Longtime readers of Kyle on Football and Dawg Sports know that one of my weblog's great supporters has always been Burnt Orange Nation, the outstanding Texas Longhorns blog.
They're good guys over at B.O.N. and they have a good sense of humor . . . or, at least, I (like William Shatner regarding the "Saturday Night Live" sketch poking good-natured fun at Trekkies) hope they do.
For, you see, Burnt Orange Nation has long expressed the hope that the University of Texas would become the first school in history to win national championships in baseball, football, and basketball back-to-back-to-back.
This would have been a stellar achievement and the Longhorns went a long way toward attaining that goal. Last year's Texas baseball team won the College World Series. The 2005 U.T. football team won the Rose Bowl and claimed the national championship.
The Longhorns' basketball team, though . . . well, it fell a little bit short. They only made it as far as the Elite Eight in the N.C.A.A. basketball tournament.
What a bunch of chumps! They ought to light up the Texas tower with a great big "L" for "losers!"
How many national titles did Texas win this year? That's right . . . two.
In order to highlight this massive failure of Texas athletics, I will be establishing a new website for the purpose of soliciting donations for a worthy cause.
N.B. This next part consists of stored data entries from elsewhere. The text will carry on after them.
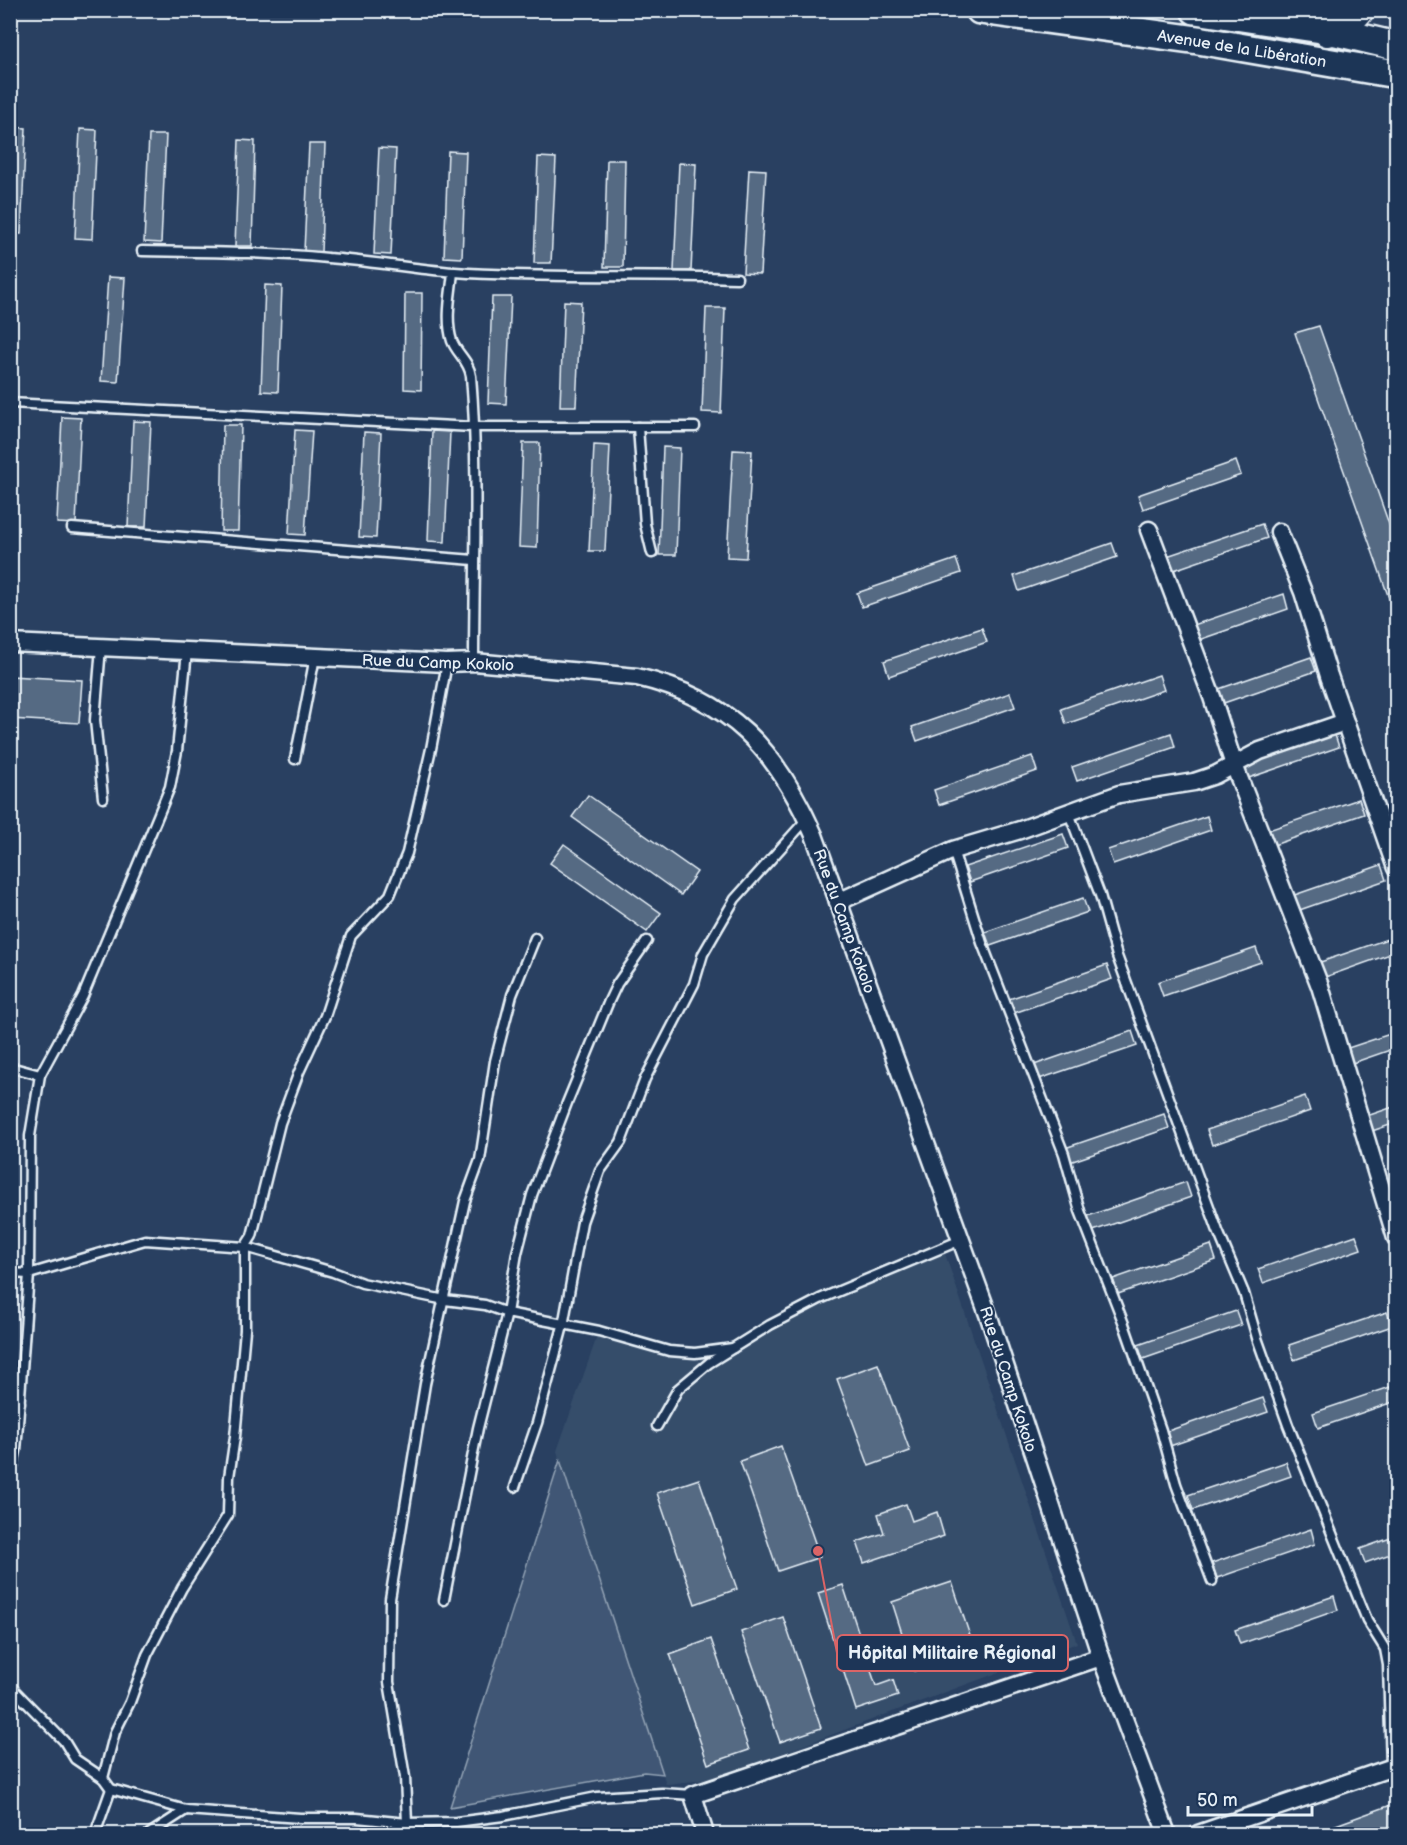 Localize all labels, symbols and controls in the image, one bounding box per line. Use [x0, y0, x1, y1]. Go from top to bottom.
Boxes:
street label: Avenue de la Libération [1156, 27, 1328, 72]
street label: Rue du Camp Kokolo [362, 651, 514, 676]
street label: Rue du Camp Kokolo [809, 847, 879, 996]
street label: Rue du Camp Kokolo [975, 1304, 1040, 1455]
callout: Hôpital Militaire Régional [837, 1635, 1068, 1671]
text: Hôpital Militaire Régional [848, 1643, 1056, 1664]
scale bar [1188, 1779, 1312, 1817]
text: 50 m [1197, 1790, 1238, 1811]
The website will be called "Twopeat.com." Its goal will be to raise $12,000.00 so we can put a billboard in Austin mocking this pitiful excuse for a sports school.
The billboard will show Texas's baseball national championship trophy, Texas's football national championship trophy, and a great big blank spot for the basketball national championship trophy Texas didn't win.
Beneath the pictures will be the caption, "Shouldn't dynasties win more than two at a time?"
What an embarrassment. Texas fans ought to hang their heads in shame at the thought of falling a full three games short of being the national champions in all three major sports simultaneously.
Just kidding. It seems pretty clear that the University of Texas has the nation's premiere college athletics program right about now . . . and I say that as an alumnus of an institution that has a pretty good argument for second place (our men's basketball program notwithstanding).
I just wanted to highlight the silliness of the whole "Onepeat" campaign, which needed one more good skewering for old time's sake.
As for the Longhorns, how will they be able console themselves that they didn't make it to the Final Four? Somehow, I think they'll manage.
Go 'Dawgs!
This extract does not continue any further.